EXERCISE PROMPT
Taking the line with "M597,844L603,847L605,859L584,862L578,859L576,847Z" as the first and the line with "M621,279L625,301L649,297L657,344L604,354L592,285Z" as the last, set down exactly every line in that range from the entries below, and no more.

- Opening Delimiter -

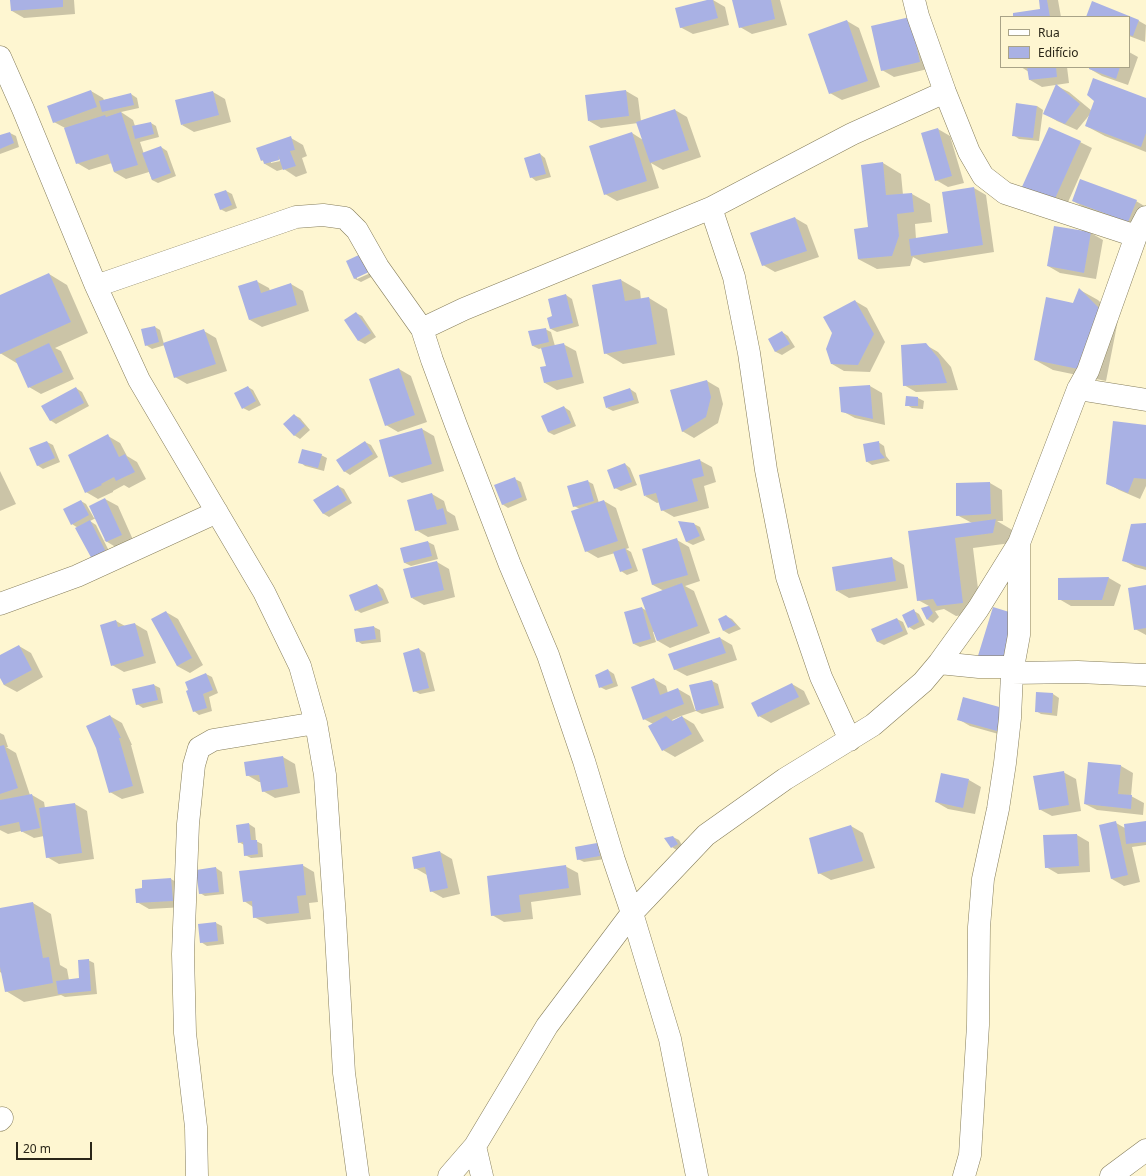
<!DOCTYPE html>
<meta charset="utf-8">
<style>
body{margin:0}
#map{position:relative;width:1146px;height:1176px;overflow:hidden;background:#fef6d1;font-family:"Noto Sans",sans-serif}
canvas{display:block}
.legend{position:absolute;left:1000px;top:16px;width:130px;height:52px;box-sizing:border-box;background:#fef6d1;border:1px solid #a9a387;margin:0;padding:5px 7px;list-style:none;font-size:12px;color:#2a2618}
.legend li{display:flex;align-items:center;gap:8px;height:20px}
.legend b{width:20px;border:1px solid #a9a387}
.scale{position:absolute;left:16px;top:1142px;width:76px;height:18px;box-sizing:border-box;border:2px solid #2a2618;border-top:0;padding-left:5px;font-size:12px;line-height:14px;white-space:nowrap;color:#2a2618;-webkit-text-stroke:3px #fef6d1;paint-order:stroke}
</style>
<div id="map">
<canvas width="1146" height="1176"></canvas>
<ul class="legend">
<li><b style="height:5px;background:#fff"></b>Rua</li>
<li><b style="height:11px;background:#a9b1e4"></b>Edifício</li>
</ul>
<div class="scale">20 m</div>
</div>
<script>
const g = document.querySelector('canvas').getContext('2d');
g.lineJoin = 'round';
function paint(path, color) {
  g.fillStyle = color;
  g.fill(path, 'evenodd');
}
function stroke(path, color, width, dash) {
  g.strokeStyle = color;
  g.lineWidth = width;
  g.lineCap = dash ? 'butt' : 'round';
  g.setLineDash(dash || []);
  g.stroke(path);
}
const shadow = new Path2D(`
 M11,0H74L75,14L24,18L12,11Z
 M711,0H713L725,7L729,25L693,34L680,27Z
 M734,0H780L787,25L752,34L740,27Z
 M1040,0H1058L1061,17H1014L1041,10Z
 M1093,2L1139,21L1146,25L1145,42L1129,36V17H1088Z
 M910,18L932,68L894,77L882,70Z
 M847,21L859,28L880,87L842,100L830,93Z
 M1129,52L1138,57L1128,85L1102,76L1090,69L1091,67H1129Z
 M1021,67H1067L1069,83L1042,87L1030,80L1029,72Z
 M1057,86L1069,92L1092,111L1146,99V152L1105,136L1086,126L1091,113L1077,130L1057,121L1045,114Z
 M91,91L103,98L104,100L131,94L137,98L139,108L121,112L133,120L135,126L151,123L156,126L159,137L140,142L144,154L161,147L167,151L176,176L158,183L152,180L149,172L126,179L114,172L112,163L89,170L77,163L65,128L54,122Z
 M626,91L638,98L641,121L675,110L687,117L701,157L663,170L651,163L659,188L617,201L605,194L632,133L643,140L638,123L601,128L589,121Z
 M213,92L225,99L231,122L194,132L182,125Z
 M1037,106L1043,110L1039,141L1019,139L1013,135Z
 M938,129L950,136L964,183L948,187L936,180Z
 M10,133L16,136L19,147L0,154V136Z
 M291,138L303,145L307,156L302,158L307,173L296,177L284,169L277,171L265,164L264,162L262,160ZM284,158L285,160L271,163V161Z
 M1080,142L1092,148L1065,209L1035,195Z
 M540,154L545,158L551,177L536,181L531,177Z
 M883,163L901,174L903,195L912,194L930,204L932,222L915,224L916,239L949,234L974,188L986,195L994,252L924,263L913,257L910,266L877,269L858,259L869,228Z
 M226,191L232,194L237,208L226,212L220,209L215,195Z
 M1073,201H1136L1146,207L1141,228L1085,208Z
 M795,218L807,225L819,257L775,272L763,265L751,233Z
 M1055,227L1091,233L1103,240L1096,279L1060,273L1048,266Z
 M347,261L357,277V279L375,271L377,274L361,282L355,279Z
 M49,274L67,285L88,333L55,348L61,351L74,379L41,394L29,387L18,364L0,353V296Z
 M621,280L640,291L641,300L649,298L667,309L675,355L623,364L605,353L593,285Z
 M256,281L269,288L270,291L291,284L303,291L309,311L262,327L250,320L240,286Z
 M1080,290L1098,300L1118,320L1106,381L1053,370L1035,360L1073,304Z
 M566,295L572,299L579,326L557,332L551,329L549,318L553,317Z
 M855,301L867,308L885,342L870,372L844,371L832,364L833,333Z
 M356,313L362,316L376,337L365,344L359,341L345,320Z
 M155,327L160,330L164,344L204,331L216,338L227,371L187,384L175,377L165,345L152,349L146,345Z
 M545,329L551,332L555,346L563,344L576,351L584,383L557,390L545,383L547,367L542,348L539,349L533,346L530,332Z
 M782,332L788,336L795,347L782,355L776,352L769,340Z
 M926,345L938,352L951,367L958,390L916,392L904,385Z
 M399,369L411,376L427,422L398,432L386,425Z
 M707,381L719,388L723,404L718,423L694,438L682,431Z
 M870,386L882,393L885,425L855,418L842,411L840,388Z
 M248,387L253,390L261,405L249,411L243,408Z
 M76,388L82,392L89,406L56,424L50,420Z
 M630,389L636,393L639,403L613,411L607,408Z
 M907,397L918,398L924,401L923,409L912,408L907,405Z
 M564,407L570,411L576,426L554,435L548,432Z
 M294,415L300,418L310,430L300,439L294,435Z
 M1146,426V486L1140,499L1119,490L1107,483Z
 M422,429L434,436L444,471L402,483L390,476Z
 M108,436L120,443L127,456L137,462L146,479L129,488L124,485L113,491V492L98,499L86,492Z
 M47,442L53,445L60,462L43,469L37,465Z
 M365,442L371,445L378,457L350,475L344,471Z
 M878,442L884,446L886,456L890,461L872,465L866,461Z
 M321,455L327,458L324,471L305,466L300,462Z
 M699,460L712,467L716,482L704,486L709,508L674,517L662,510L660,502L657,503L645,496Z
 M625,464L630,468L637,485L621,491L615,488Z
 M0,471L16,504L0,511Z
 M515,479L521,482L527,500L508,508L502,504Z
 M587,481L593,484L599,503L604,501L616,508L629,548L626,549L631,552L638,571L627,575L621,571L615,553L598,558L586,551L580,509L574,506Z
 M990,483L1002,490L1003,521H997L1014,531L1011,543L973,548L981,613L956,616L944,609L935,611L939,617L933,623L928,620L922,609L929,606L918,600L909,532L972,523L957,515V484Z
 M338,486L344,489L352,503L329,517L324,514L315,500Z
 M432,494L444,501L447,511L455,516L459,530L428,537L416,530Z
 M105,499L118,506L134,542L119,549L104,540L106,539L96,518L90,521L96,525L112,557L78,528L72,524L81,501L86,504L94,518L95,517Z
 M679,522L694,524L700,527L705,540L693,545L687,542Z
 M1146,524V570L1135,567L1123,560Z
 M677,540L689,547L700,581L685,586L694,591L710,633L670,648L658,641L655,632H653L656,642L640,647L634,644L642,608L647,611L664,591L653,585L643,550Z
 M428,542L434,545L438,559L411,566L405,563L402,549Z
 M892,558L904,565L908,588L849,598L837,591Z
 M437,562L449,569L455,597L424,605L412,598Z
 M1109,578L1121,585L1114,606H1071L1059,599V579Z
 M377,585L383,589L389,603L361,613L356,610Z
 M1146,586V635L1135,629Z
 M914,611L919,614L925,625L914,630L909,627Z
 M166,612L178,619L203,665L190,673L177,666Z
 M726,616L732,619L741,629L729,634L724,631Z
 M897,619L903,622L908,634L884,645L878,642L872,630Z
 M116,621L125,626L135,624L147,631L156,663L124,672L112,665Z
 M374,627L380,630L381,642L362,644L357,641L355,629Z
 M720,638L732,645L737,660L687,676L674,669Z
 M19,646L31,653L43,677L17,692L4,685L0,676V657Z
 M419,649L425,653L435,691L420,694L414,691Z
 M608,670L614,674L618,686L606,690L600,687Z
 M206,674L212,677L218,693L209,697L212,711L199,715L194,711L189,691Z
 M654,679L666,686L668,693L678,689L690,696L695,710H696L691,686L712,681L718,684L724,708L702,714L696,711L681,716L694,724L704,741L675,757L663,750L653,724L644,719ZM681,716V718L674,722L672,720Z
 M792,684L804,691L810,704L771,723L759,716Z
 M154,685L160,688L163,703L143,708L137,704L133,690Z
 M1037,693L1053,694L1059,698L1057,716L1041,714L1036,711Z
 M963,698L1009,737L970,726L958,719Z
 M110,716L122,723L132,745H131L144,793L122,799L110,792Z
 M0,733L4,735L8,747H6L16,753L30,795H32L44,802L45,808L75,804L87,811L94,859L59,864L47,857L44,836L34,838L21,831L8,834L0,830Z
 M283,757L295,764L300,793L275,798L263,791L261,782H259L247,775Z
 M1089,763L1121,766L1133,773L1131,796L1144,803L1143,815L1097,810L1085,804Z
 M1063,772L1076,779L1081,811L1052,816L1039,809Z
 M969,780L981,787L975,814L948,809L936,802Z
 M1146,822V845L1132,847L1140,882L1124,886L1112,879L1116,823L1125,828Z
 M249,824L255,828L256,841L262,844L263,857L251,858L245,855L244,845L239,842L237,826Z
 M851,826L863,833L875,868L831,880L819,873Z
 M1077,835L1089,842L1090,872L1058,874L1046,867Z
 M673,837L679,840L683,847L678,851L672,847Z
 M597,844L603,847L605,859L584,862L578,859L576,847Z
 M440,852L452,859L460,894L443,898L431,891L427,875L415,868Z
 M302,865L314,872L318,902L309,903L311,919L267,924L254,917L253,907L244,901Z
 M565,866L578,873L581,895L531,902L533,919L504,922L492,915L488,877Z
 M216,868L222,872L224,894L205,896L200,893Z
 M171,879L183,886L185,907L149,909L137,902L143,889V881Z
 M33,903L51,914L60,965L67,969L69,980L80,979L88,960L94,963L97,994L65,997L61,995L24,1002L6,991L3,974L0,972V909Z
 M216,923L222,926L224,944L207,946L201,942Z`);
const building = new Path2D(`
 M10,0H63V7L11,11Z
 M707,0H713L718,18L680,28L675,8Z
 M732,0H771L775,19L739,28Z
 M1039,0H1047L1050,17H1013V13L1040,9Z
 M1092,1L1139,20L1133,36L1129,35V17H1086Z
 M910,17L920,62L881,71L871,26Z
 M847,20L868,81L829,94L808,34Z
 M1027,67H1056L1057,77L1029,80Z
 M1089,67H1120L1116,79L1089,69Z
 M1093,78L1146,98V133L1141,147L1085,126L1094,101L1087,95Z
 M1056,84L1080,104L1065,124L1043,114Z
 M91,90L97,107L53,123L47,106Z
 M626,90L629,116L588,121L585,95Z
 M213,91L219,115L181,125L175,100Z
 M131,93L134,105L102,112L99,101Z
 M1016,103L1037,106L1033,138L1012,136Z
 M675,109L689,150L650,163L636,122Z
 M121,112L138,165L114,172L108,154L76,164L64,128L105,115L106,117Z
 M151,122L154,134L135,139L132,126Z
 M1049,127L1081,141L1053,203L1021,189Z
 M938,128L952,176L935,181L921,133Z
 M10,132L14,143L0,149V135Z
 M632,132L647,181L604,195L589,146Z
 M291,136L295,150L290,151L296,166L283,170L278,155L279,160L264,164L263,160L261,161L256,148Z
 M161,146L171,173L152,180L142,153Z
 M540,153L546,174L530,178L524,158Z
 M883,162L886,195L912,193L914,212L897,214L899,236L892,256L858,259L854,229L868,227L861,165Z
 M1080,179L1137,200L1128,222L1072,201Z
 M974,187L983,245L911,256L909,239L948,233L942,192Z
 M226,190L232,205L220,210L214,194Z
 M795,217L807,251L762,266L750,233Z
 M1054,226L1091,232L1084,273L1047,266Z
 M363,253L371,271L354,279L346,261Z
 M49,273L71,322L0,354V295Z
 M621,279L625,301L649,297L657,344L604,354L592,285Z
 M257,280L261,293L291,283L297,305L249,320L238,286Z
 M1079,288L1100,309L1088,371L1034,360L1046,297L1073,303Z
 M566,294L573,323L550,329L547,318L552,316L548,299Z
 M855,300L874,334L858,365L831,364L826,349L832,333L823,317Z
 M356,312L371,333L358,341L344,320Z
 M155,326L159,342L145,346L141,329Z
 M546,328L549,342L532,346L528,331Z
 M204,329L216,364L174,378L163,343Z
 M782,331L790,344L775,352L768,339Z
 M49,343L63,372L28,388L15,359Z
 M564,343L573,377L544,383L540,367L546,366L541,348Z
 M926,343L939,359L947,383L903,386L901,345Z
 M399,368L415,415L385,426L369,379Z
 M707,380L711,397L706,417L682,432L670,390Z
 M870,385L873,419L841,412L839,387Z
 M248,386L256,401L242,409L234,393Z
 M76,387L84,403L50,421L41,406Z
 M630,388L634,400L606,408L603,397Z
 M906,396L918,397V406H905Z
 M564,406L571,423L548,432L541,416Z
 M294,414L305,426L294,436L283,424Z
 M1113,421L1146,425V479L1134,478L1128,493L1106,484Z
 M422,428L432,464L389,477L379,440Z
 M108,434L119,457L125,454L135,472L116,481L114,477L101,484L102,485L85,493L68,455Z
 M47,441L55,458L37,466L29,448Z
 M365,441L373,454L344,472L336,460Z
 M879,441L880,452L885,458L866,462L863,444Z
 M302,449L322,454L318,468L298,463Z
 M700,459L704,476L692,479L698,501L661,511L656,493L644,496L639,475Z
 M625,463L632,482L614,489L607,470Z
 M515,477L522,497L502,505L494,485Z
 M588,480L594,501L573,507L567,486Z
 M990,482L991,514L956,516V483Z
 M338,485L347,500L323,514L313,500Z
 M432,493L437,510L443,508L447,524L415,531L407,500Z
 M105,498L122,535L106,542L89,506Z
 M81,500L89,515L71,525L63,509Z
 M604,500L618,541L585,552L571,511Z
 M996,519L993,533L955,538L963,603L937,606L933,599L917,601L908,531Z
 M90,520L107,554L93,561L75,528Z
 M678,521L694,523L700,536L686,542Z
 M1146,523V567L1122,561L1131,524Z
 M677,538L688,575L652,585L642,549Z
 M428,541L432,556L404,563L400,548Z
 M625,548L632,568L620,572L613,552Z
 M892,557L896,581L836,591L832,567Z
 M437,561L444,590L411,598L403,569Z
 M1109,577L1102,600H1058V578Z
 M682,583L698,626L657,641L641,598Z
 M377,584L383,600L355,611L349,595Z
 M1146,585V628L1134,630L1128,588Z
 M929,606L933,613L927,620L921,608Z
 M642,607L651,639L633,644L624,612Z
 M993,607L1019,615L1004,667L977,659Z
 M914,609L919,622L908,628L902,615Z
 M166,611L192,658L177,666L151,619Z
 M726,615L736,625L723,631L718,619Z
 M897,618L903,631L877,642L871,629Z
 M116,620L118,627L135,623L144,656L111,666L100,625Z
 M374,626L376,639L356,642L354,629Z
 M720,637L726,653L674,670L668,654Z
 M19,645L32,670L4,685L0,678V655Z
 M419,648L429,688L413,692L403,653Z
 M608,669L613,683L599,688L595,675Z
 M206,673L213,690L203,694L207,708L193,712L186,691L188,690L185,682Z
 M654,678L660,695L678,688L684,704L643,720L631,687Z
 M712,680L719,705L696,711L689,685Z
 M792,683L799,697L758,717L751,703Z
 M154,684L158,700L136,705L132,689Z
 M1036,692L1053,693L1052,713L1035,712Z
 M963,697L1003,708L997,731L957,720Z
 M110,715L121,738H119L133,786L109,793L96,748L86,726Z
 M666,716L672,721L682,716L692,734L662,751L648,726Z
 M4,745L18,788L0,794V746Z
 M283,756L288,787L262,792L259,775L246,776L244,762Z
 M1088,762L1121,765L1118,794L1132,795L1131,809L1084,804Z
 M1064,771L1069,805L1039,810L1033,776Z
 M941,773L969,779L963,808L935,802Z
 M32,794L40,828L21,832L19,822L0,826V800Z
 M75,803L82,853L46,858L39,808Z
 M1116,821L1128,875L1111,879L1099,825Z
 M1146,821V842L1126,844L1124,824Z
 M249,823L251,840H257L258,854L244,856L243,842L238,843L236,825Z
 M851,825L863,861L818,874L809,838Z
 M1077,834L1079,866L1045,868L1043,835Z
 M673,836L678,844L671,848L664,838Z
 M597,843L600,856L577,860L575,847Z
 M440,851L448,888L430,892L425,867L414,869L412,857Z
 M303,864L306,895L297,896L299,913L253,918L252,901L243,902L239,871Z
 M566,865L569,888L519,895L521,912L491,916L487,876Z
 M216,867L219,892L199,894L196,870Z
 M171,878L173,901L136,903L135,889L142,888V880Z
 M33,902L43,958L49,957L53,983L5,992L0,967V908Z
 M216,922L218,941L200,943L198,924Z
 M89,959L91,991L58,994L56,981L79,978L78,960Z`);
const minor = new Path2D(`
 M914,0L918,16L945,92L969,152L983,176L1005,193L1136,236
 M0,57L23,109L96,286L139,380L264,592L300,666L316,723L325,775L335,918L344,1073L358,1176
 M711,208L734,277L749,353L766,470L787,577L821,677L850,740
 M96,286L296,217L323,215L345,218L357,230L378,267L422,329L432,360L456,425L510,565L548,655L584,761L614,860L632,913L670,1039L697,1176
 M422,329L464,309L711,208L852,134L945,92
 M1078,389L1146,400
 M0,604L77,576L217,512
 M939,663L979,667H1004L1012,673L1078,672L1146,675
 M0,1120L2,1118
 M475,1146L482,1176
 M197,1176L196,1127L185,1033L183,954L188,824L194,765L199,748L213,740L316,723
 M449,1176L475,1146L547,1026L632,913L706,835L785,779L873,725L923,682L939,663L978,609L1019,543L1078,389L1088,371L1136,236L1146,217
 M964,1176L970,1155L978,1025L979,927L983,879L998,809L1005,763L1010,718L1012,673L1019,635V543
 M1111,1176L1146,1150`);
paint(shadow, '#0003');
paint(building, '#a9b1e4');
stroke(minor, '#857d5b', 23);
stroke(minor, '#fff', 22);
</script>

- Closing Delimiter -

SOLVED PROBLEM
 M597,844L603,847L605,859L584,862L578,859L576,847Z
 M440,852L452,859L460,894L443,898L431,891L427,875L415,868Z
 M302,865L314,872L318,902L309,903L311,919L267,924L254,917L253,907L244,901Z
 M565,866L578,873L581,895L531,902L533,919L504,922L492,915L488,877Z
 M216,868L222,872L224,894L205,896L200,893Z
 M171,879L183,886L185,907L149,909L137,902L143,889V881Z
 M33,903L51,914L60,965L67,969L69,980L80,979L88,960L94,963L97,994L65,997L61,995L24,1002L6,991L3,974L0,972V909Z
 M216,923L222,926L224,944L207,946L201,942Z`);
const building = new Path2D(`
 M10,0H63V7L11,11Z
 M707,0H713L718,18L680,28L675,8Z
 M732,0H771L775,19L739,28Z
 M1039,0H1047L1050,17H1013V13L1040,9Z
 M1092,1L1139,20L1133,36L1129,35V17H1086Z
 M910,17L920,62L881,71L871,26Z
 M847,20L868,81L829,94L808,34Z
 M1027,67H1056L1057,77L1029,80Z
 M1089,67H1120L1116,79L1089,69Z
 M1093,78L1146,98V133L1141,147L1085,126L1094,101L1087,95Z
 M1056,84L1080,104L1065,124L1043,114Z
 M91,90L97,107L53,123L47,106Z
 M626,90L629,116L588,121L585,95Z
 M213,91L219,115L181,125L175,100Z
 M131,93L134,105L102,112L99,101Z
 M1016,103L1037,106L1033,138L1012,136Z
 M675,109L689,150L650,163L636,122Z
 M121,112L138,165L114,172L108,154L76,164L64,128L105,115L106,117Z
 M151,122L154,134L135,139L132,126Z
 M1049,127L1081,141L1053,203L1021,189Z
 M938,128L952,176L935,181L921,133Z
 M10,132L14,143L0,149V135Z
 M632,132L647,181L604,195L589,146Z
 M291,136L295,150L290,151L296,166L283,170L278,155L279,160L264,164L263,160L261,161L256,148Z
 M161,146L171,173L152,180L142,153Z
 M540,153L546,174L530,178L524,158Z
 M883,162L886,195L912,193L914,212L897,214L899,236L892,256L858,259L854,229L868,227L861,165Z
 M1080,179L1137,200L1128,222L1072,201Z
 M974,187L983,245L911,256L909,239L948,233L942,192Z
 M226,190L232,205L220,210L214,194Z
 M795,217L807,251L762,266L750,233Z
 M1054,226L1091,232L1084,273L1047,266Z
 M363,253L371,271L354,279L346,261Z
 M49,273L71,322L0,354V295Z
 M621,279L625,301L649,297L657,344L604,354L592,285Z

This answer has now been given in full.